▶ Aim of the exercise:
Go through the entries below, tally each line that has the word "relative", and give only the total.

▶ Provided records:
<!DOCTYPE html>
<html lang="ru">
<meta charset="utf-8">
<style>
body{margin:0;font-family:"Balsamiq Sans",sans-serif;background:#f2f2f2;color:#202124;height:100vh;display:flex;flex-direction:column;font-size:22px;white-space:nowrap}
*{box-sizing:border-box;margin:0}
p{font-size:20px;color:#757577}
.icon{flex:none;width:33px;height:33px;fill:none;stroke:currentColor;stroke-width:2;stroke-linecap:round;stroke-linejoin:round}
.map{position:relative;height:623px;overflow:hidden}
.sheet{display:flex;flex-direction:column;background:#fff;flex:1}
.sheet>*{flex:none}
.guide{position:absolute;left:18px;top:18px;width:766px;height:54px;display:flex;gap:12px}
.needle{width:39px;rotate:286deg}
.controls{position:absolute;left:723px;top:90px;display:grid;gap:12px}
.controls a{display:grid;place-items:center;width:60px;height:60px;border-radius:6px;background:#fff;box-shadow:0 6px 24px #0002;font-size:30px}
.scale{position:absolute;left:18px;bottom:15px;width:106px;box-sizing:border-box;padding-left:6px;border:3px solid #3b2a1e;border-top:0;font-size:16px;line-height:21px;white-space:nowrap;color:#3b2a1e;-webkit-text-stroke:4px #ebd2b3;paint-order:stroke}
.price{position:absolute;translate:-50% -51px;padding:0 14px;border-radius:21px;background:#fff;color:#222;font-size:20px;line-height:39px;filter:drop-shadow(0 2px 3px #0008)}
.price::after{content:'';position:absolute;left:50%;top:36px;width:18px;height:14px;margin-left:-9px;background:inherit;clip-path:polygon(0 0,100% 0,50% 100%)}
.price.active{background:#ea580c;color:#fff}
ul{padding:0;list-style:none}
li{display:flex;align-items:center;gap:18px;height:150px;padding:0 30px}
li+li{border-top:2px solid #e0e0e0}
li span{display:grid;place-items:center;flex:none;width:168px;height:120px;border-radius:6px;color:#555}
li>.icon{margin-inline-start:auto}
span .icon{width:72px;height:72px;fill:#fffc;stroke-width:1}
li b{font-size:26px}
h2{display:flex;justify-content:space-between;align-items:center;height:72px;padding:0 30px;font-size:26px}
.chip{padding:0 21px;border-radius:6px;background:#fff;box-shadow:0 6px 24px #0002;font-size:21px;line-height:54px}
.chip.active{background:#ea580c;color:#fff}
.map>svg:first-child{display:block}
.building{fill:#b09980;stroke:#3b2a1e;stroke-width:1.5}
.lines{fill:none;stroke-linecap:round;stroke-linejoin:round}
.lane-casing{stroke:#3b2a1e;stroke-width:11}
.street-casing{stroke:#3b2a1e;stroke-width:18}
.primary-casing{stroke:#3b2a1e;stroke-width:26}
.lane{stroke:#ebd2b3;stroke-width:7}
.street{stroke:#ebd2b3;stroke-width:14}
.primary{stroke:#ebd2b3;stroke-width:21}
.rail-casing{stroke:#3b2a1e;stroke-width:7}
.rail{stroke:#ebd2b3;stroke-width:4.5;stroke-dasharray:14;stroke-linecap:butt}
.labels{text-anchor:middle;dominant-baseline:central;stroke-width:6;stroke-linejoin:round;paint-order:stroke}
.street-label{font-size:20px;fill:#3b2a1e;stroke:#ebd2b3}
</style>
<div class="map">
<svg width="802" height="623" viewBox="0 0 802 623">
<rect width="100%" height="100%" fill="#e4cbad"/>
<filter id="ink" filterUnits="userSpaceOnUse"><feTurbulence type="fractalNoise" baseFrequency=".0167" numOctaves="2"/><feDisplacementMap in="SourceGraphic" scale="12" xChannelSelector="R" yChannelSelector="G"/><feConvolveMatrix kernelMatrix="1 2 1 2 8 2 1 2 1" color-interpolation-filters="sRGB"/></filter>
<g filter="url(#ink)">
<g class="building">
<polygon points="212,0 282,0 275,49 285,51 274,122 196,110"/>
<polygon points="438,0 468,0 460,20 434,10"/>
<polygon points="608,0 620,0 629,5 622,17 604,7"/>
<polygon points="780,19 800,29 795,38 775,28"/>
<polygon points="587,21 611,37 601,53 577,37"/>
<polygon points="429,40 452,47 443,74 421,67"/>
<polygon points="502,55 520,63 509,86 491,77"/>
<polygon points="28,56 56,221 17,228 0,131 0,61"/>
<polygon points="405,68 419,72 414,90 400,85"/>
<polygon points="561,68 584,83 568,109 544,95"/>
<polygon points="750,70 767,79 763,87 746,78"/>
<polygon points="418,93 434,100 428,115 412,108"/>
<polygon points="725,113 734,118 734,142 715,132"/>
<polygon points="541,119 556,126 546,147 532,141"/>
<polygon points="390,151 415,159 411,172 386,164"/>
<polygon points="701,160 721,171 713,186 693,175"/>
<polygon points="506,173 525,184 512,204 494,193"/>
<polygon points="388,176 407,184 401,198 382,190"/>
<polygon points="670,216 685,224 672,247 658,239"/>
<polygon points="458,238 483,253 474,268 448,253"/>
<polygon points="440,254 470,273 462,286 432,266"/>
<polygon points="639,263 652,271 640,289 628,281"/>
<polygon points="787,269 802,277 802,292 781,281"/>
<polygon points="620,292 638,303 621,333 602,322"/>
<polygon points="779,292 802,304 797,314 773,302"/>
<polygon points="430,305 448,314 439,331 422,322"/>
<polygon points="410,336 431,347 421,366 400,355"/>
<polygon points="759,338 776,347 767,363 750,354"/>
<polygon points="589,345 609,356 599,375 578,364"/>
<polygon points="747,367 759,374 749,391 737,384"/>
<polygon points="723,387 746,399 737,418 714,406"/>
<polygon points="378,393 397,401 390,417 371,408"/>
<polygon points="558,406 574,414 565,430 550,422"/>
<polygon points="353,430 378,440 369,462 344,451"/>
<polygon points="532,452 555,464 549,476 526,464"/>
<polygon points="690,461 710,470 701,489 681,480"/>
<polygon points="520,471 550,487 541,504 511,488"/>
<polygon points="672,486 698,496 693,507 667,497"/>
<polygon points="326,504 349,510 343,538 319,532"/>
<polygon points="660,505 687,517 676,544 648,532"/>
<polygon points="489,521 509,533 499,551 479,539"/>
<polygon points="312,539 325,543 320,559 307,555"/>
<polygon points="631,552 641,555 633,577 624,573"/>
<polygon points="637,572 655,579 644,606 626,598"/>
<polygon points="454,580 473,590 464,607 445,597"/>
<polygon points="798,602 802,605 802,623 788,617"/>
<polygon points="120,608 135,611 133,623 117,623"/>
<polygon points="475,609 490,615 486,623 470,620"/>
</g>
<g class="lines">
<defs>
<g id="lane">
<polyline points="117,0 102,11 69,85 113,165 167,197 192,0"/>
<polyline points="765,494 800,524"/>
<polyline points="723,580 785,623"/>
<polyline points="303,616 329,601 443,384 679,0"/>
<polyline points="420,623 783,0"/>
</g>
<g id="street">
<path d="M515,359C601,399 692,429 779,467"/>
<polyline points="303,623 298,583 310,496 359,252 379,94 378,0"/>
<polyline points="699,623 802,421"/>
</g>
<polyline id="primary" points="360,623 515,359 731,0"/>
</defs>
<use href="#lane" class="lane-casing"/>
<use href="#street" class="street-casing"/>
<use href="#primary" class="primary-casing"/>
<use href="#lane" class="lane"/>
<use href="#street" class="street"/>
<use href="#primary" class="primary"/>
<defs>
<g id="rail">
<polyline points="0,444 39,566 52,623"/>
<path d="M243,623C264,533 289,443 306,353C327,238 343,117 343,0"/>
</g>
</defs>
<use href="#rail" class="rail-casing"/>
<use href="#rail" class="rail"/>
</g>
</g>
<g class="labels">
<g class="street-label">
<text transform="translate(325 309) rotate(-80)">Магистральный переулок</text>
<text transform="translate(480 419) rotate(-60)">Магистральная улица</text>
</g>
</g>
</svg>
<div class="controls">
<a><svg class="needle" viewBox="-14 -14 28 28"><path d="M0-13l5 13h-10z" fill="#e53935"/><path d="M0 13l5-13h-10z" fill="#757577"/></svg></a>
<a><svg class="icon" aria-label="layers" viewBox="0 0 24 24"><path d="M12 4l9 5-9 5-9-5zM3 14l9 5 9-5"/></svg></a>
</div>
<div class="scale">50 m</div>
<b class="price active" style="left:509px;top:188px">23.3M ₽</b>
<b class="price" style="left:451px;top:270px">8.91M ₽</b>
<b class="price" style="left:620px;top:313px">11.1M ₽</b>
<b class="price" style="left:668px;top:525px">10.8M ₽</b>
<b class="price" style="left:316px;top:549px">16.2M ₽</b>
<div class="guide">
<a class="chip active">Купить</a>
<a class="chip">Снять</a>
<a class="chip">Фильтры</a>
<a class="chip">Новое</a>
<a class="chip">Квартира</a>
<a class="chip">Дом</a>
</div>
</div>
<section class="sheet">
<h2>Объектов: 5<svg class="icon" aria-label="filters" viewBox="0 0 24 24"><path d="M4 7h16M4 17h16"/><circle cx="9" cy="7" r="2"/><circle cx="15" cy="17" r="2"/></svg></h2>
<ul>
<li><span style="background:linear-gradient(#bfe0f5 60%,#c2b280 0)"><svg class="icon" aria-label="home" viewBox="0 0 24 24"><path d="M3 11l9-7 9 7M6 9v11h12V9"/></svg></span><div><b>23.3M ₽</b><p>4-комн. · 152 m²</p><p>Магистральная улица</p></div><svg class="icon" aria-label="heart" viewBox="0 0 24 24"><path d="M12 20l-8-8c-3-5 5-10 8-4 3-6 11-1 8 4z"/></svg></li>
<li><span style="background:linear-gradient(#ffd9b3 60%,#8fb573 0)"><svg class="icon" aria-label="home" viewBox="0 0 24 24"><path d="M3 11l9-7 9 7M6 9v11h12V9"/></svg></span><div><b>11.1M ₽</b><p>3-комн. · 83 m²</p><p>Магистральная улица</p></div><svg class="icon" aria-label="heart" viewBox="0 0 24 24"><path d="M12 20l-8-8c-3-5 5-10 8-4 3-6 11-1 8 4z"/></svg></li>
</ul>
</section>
---
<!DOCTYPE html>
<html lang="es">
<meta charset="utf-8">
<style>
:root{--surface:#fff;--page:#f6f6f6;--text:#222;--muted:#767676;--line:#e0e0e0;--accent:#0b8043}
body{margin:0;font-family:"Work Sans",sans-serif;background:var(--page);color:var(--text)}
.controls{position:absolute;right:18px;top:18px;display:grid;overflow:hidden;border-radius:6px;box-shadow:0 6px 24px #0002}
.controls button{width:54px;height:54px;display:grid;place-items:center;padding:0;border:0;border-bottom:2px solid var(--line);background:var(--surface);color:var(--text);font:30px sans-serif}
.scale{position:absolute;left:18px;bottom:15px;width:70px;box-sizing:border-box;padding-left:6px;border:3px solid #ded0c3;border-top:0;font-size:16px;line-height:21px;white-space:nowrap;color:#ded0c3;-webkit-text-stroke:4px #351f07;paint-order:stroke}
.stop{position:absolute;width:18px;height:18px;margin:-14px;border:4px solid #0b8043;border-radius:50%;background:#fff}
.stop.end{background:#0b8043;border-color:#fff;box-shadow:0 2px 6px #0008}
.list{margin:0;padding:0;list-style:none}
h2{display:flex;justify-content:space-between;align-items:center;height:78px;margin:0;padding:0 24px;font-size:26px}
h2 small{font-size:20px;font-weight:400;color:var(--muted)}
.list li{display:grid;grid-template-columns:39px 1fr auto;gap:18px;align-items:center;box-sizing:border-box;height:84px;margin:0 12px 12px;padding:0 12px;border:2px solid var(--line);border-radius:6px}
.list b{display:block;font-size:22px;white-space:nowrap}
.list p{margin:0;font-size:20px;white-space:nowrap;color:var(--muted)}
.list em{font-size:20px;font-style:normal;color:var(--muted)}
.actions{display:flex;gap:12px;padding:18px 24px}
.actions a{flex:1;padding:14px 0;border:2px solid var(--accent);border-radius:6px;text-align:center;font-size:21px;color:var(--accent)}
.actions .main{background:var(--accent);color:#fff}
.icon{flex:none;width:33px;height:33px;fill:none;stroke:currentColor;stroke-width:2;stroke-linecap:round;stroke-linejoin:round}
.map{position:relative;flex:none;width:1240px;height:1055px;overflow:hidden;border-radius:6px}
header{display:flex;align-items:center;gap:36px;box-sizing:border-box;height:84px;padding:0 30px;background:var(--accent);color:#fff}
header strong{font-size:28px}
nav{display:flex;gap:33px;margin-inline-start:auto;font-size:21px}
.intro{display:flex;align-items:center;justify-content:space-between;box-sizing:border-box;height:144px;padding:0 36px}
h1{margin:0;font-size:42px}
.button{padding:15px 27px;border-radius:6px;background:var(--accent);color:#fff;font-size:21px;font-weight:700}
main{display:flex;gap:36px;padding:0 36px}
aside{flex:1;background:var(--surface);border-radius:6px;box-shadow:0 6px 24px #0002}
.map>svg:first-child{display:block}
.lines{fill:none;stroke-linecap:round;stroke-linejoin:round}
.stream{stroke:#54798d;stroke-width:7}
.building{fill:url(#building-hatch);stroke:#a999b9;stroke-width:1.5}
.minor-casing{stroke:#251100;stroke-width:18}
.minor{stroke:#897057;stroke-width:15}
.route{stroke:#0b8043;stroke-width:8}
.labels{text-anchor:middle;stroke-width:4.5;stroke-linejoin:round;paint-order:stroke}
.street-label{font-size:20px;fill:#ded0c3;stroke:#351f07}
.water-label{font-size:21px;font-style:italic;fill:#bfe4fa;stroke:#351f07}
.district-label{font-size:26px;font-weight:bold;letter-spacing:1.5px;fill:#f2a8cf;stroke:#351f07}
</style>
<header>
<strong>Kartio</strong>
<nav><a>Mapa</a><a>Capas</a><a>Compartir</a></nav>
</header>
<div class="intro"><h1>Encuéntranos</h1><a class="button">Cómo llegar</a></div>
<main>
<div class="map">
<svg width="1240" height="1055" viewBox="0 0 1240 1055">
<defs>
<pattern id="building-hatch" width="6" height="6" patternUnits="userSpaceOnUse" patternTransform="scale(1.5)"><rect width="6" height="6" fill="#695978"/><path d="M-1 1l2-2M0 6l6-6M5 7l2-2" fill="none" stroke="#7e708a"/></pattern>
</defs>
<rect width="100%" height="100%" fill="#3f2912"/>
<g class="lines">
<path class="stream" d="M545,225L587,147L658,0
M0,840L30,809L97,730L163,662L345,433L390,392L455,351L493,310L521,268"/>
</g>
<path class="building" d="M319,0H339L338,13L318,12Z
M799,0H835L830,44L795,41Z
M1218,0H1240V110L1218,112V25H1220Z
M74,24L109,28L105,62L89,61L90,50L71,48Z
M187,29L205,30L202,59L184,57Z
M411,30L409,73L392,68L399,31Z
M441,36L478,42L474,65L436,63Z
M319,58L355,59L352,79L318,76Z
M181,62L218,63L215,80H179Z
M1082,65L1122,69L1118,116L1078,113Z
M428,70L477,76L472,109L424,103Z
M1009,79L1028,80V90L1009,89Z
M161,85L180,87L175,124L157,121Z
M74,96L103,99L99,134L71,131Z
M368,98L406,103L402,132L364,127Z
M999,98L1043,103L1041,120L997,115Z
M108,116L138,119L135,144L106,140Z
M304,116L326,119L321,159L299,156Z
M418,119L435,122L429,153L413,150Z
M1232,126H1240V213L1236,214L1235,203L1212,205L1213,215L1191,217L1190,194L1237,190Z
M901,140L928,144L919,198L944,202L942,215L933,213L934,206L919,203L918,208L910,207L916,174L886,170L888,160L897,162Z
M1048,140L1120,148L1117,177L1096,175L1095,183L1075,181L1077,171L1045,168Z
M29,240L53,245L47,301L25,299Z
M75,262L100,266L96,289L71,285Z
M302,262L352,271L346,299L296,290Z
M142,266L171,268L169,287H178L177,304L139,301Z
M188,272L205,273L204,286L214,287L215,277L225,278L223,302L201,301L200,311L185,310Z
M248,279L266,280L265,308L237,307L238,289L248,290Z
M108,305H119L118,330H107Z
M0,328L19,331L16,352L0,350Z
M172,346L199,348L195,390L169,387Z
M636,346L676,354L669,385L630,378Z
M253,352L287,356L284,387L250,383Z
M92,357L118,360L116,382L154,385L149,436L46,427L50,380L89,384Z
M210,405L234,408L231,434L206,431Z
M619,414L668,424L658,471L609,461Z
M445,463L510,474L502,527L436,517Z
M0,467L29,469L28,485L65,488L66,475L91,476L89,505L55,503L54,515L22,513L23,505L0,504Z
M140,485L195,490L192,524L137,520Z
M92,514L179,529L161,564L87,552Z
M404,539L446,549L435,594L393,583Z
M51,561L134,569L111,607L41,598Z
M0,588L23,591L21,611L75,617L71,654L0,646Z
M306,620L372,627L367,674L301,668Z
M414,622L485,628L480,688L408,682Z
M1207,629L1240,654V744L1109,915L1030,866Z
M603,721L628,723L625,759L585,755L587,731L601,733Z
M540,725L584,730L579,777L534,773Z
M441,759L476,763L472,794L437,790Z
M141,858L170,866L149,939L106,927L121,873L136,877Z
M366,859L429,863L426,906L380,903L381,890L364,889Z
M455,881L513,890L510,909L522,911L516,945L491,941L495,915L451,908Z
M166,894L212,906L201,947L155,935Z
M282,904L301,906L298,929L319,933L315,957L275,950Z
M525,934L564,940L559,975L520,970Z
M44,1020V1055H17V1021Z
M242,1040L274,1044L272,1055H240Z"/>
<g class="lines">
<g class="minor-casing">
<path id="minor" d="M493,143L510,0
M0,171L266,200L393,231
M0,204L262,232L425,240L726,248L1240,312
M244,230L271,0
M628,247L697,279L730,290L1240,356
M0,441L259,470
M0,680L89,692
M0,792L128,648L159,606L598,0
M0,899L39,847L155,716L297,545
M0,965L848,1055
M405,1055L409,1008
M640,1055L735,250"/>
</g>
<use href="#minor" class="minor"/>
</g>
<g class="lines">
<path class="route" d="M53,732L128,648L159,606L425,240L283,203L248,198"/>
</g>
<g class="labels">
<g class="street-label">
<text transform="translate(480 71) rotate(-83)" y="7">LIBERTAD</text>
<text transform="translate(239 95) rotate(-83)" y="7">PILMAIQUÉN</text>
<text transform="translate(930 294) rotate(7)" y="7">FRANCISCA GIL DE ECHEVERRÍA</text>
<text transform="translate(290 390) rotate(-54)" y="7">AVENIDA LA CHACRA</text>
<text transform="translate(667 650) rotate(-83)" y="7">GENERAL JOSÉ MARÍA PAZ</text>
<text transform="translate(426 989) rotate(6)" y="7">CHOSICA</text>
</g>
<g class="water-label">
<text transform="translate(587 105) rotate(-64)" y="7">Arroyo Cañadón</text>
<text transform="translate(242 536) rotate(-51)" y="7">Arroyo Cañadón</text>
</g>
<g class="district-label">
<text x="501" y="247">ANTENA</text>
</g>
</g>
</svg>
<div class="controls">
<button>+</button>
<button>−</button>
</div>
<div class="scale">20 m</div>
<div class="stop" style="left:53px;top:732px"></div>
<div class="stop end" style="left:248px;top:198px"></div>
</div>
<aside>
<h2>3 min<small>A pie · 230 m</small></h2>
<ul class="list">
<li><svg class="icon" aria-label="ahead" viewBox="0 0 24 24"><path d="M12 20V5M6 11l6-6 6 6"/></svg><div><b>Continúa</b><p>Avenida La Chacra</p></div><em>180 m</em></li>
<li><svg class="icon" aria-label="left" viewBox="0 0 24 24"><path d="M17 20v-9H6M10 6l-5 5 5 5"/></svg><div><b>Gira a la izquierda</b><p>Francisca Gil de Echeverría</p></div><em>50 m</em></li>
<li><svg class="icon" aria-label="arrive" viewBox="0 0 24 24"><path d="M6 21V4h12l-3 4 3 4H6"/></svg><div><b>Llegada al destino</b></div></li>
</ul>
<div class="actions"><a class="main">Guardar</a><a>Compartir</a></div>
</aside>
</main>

▶ Response to this exercise:
2